--- EXERCISE INSTRUCTIONS ---
Only the number is needed: the count of lines in the records with the word "lineWidth".

--- RECORDS PROVIDED ---
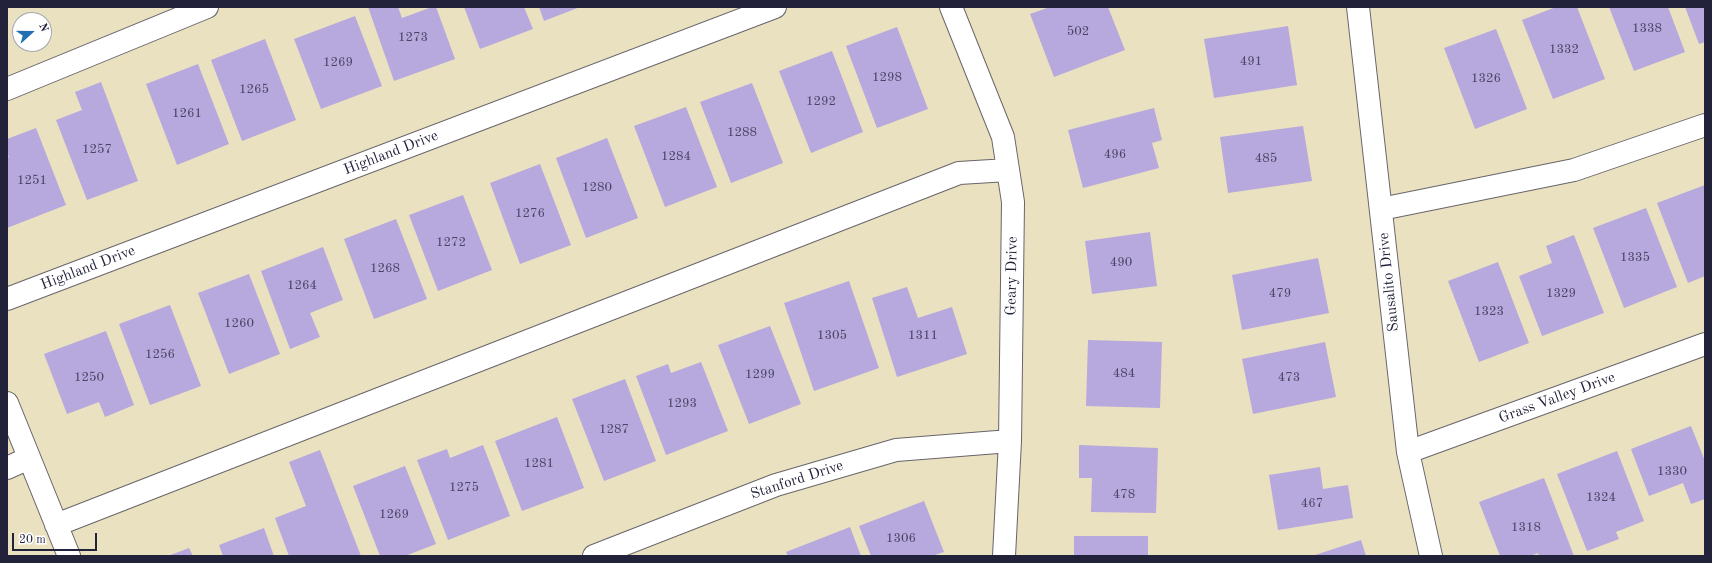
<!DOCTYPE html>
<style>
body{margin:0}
#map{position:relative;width:1712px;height:563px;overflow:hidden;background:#eae1c0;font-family:"Old Standard TT",serif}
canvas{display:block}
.frame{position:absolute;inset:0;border:8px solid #22223b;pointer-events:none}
.north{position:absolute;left:12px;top:12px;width:40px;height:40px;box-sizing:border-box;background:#fff;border:1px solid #a7a7b1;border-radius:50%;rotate:69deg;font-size:11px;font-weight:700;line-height:16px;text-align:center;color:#22223b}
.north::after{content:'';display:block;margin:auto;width:14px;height:18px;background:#1f6fb2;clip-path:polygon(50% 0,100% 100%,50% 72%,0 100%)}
.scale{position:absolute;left:12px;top:533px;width:85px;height:18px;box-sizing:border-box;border:2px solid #22223b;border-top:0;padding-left:5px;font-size:12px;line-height:14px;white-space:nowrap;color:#22223b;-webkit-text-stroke:3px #fff;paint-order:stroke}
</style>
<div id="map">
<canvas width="1712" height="563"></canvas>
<div class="frame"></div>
<div class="north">N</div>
<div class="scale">20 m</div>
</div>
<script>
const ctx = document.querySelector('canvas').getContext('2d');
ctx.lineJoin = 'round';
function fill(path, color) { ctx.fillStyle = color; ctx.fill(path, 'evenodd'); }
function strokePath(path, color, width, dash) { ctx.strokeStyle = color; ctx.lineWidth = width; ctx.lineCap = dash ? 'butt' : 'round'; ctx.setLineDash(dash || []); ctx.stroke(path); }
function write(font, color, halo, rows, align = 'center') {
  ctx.font = font + ' "Old Standard TT",serif'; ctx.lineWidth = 4; ctx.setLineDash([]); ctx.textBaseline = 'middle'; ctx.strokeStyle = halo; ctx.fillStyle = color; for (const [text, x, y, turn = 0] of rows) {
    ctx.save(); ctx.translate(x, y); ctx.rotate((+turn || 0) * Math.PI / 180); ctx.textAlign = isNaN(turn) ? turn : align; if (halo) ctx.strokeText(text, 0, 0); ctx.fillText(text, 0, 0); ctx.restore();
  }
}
fill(new Path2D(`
 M368 7H398L402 18 432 7H436L455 59 394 81Z
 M464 7H524L533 29 480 49Z
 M539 7H580L544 21Z
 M1050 7H1108L1125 50 1054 77 1030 14Z
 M1556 7H1577L1605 79 1553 99 1522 20Z
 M1609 7H1668L1685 52 1634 71Z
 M1685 7H1705V42L1699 44Z
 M355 16 382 86 321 109 294 39Z
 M1288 26 1297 85 1214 98 1204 39Z
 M897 27 928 109 877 128 846 46Z
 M1496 29 1527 109 1475 129 1444 48Z
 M265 39 296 120 242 141 211 60Z
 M832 51 863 132 811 153 779 71Z
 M198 64 229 144 177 165 146 84Z
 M101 82 138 181 87 200 56 120 82 110 75 92Z
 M752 83 783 163 731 183 700 102Z
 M686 107 717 187 665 207 634 126Z
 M1154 108 1162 140 1152 143 1159 168 1083 188 1068 130Z
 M1303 126 1312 181 1228 193 1220 137Z
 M36 128 66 205 7 228V158L9 157 7 153V139Z
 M607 138 638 218 586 238 556 158Z
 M540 164 571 245 520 264 490 183Z
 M1705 185V276L1688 283 1657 203Z
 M463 195 492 270 438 291 409 215Z
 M1646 208 1677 287 1624 308 1593 228Z
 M396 219 427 299 374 319 344 239Z
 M1150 232 1157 286 1092 294 1085 241Z
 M1574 235 1604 313 1542 336 1519 276 1552 263 1546 246Z
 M323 247 343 300 310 313 320 337 290 349 261 271Z
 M1318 258 1329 313 1242 330 1232 275Z
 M1498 262 1529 343 1479 362 1448 281Z
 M249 274 280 354 229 374 198 293Z
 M849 281 879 368 814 391 784 303Z
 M907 287 918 318 952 307 967 354 897 377 872 298Z
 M170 305 201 386 150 405 119 324Z
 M770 326 801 404 749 424 718 345Z
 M106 331 134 405 105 417 99 402 67 414 44 354Z
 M1088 340 1162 342 1160 408 1086 406Z
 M1325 342 1336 397 1253 414 1242 359Z
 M701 362 728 431 666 455 636 376 668 364 671 373Z
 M625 379 656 461 604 481 572 399Z
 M557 417 584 488 522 511 495 441Z
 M1691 426 1705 461V499L1691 504 1683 483 1649 496 1631 449Z
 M483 445 510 516 448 540 417 460 447 449 450 458Z
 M1079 445 1158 448 1156 513 1091 512 1092 478H1079Z
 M320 450 361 556H289L275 518 306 506 289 462Z
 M1617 451 1644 521 1616 532 1619 539 1587 551 1557 474Z
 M405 466 436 544 405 556H380L353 486Z
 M1320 467 1323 489 1348 485 1353 518 1278 530 1269 475Z
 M1544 478 1574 556H1539L1538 553 1530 556H1500L1479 502Z
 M924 501 944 552 932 556H871L859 526Z
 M850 527 861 556H788L786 552Z
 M264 528 274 556H223L219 545Z
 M1074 536H1148V556H1074Z
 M1361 540 1366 556H1312Z
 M189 548 193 556H168Z`), '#b7a8dd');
const minor = new Path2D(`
 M951 7 1003 137 1013 202 1010 441 1004 556
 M1358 7 1408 452 1431 556
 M7 89 207 7
 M1381 209 1574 170 1705 125
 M7 299 775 7
 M7 403 69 556
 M1408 452 1705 344
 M7 468 29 458
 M56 525 959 173 1008 170
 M594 556 776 485 896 450 1010 441`);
strokePath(minor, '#68656a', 24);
strokePath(minor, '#fff', 22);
write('13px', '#474464', null, [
 ["1338",1647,29],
 ["502",1078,32],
 ["1273",413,38],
 ["1332",1564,50],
 ["491",1251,62],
 ["1269",338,63],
 ["1298",887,78],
 ["1326",1486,79],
 ["1265",254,90],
 ["1292",821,102],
 ["1261",187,114],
 ["1288",742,133],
 ["1257",97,150],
 ["496",1115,155],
 ["1284",676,157],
 ["485",1266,159],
 ["1251",32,181],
 ["1280",597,188],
 ["1276",530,214],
 ["1272",451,243],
 ["1335",1635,258],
 ["490",1121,263],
 ["1268",385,269],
 ["1264",302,286],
 ["479",1280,294],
 ["1329",1561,294],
 ["1323",1489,312],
 ["1260",239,324],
 ["1305",832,336],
 ["1311",923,336],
 ["1256",160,355],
 ["484",1124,374],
 ["1299",760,375],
 ["1250",89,378],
 ["473",1289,378],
 ["1293",682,404],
 ["1287",614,430],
 ["1281",539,464],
 ["1330",1672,472],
 ["1275",464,488],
 ["478",1124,495],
 ["1324",1601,498],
 ["467",1312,504],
 ["1269",394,515],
 ["1318",1526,528],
 ["1306",901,539]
]);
write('15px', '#22223b', '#fff', [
 ["Highland Drive",391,153,-21],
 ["Highland Drive",88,268,-21],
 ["Geary Drive",1012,276,-89],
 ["Sausalito Drive",1389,282,-96],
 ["Grass Valley Drive",1557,398,-20],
 ["Stanford Drive",797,480,-18]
]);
</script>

--- SOLVED EXERCISE ---
2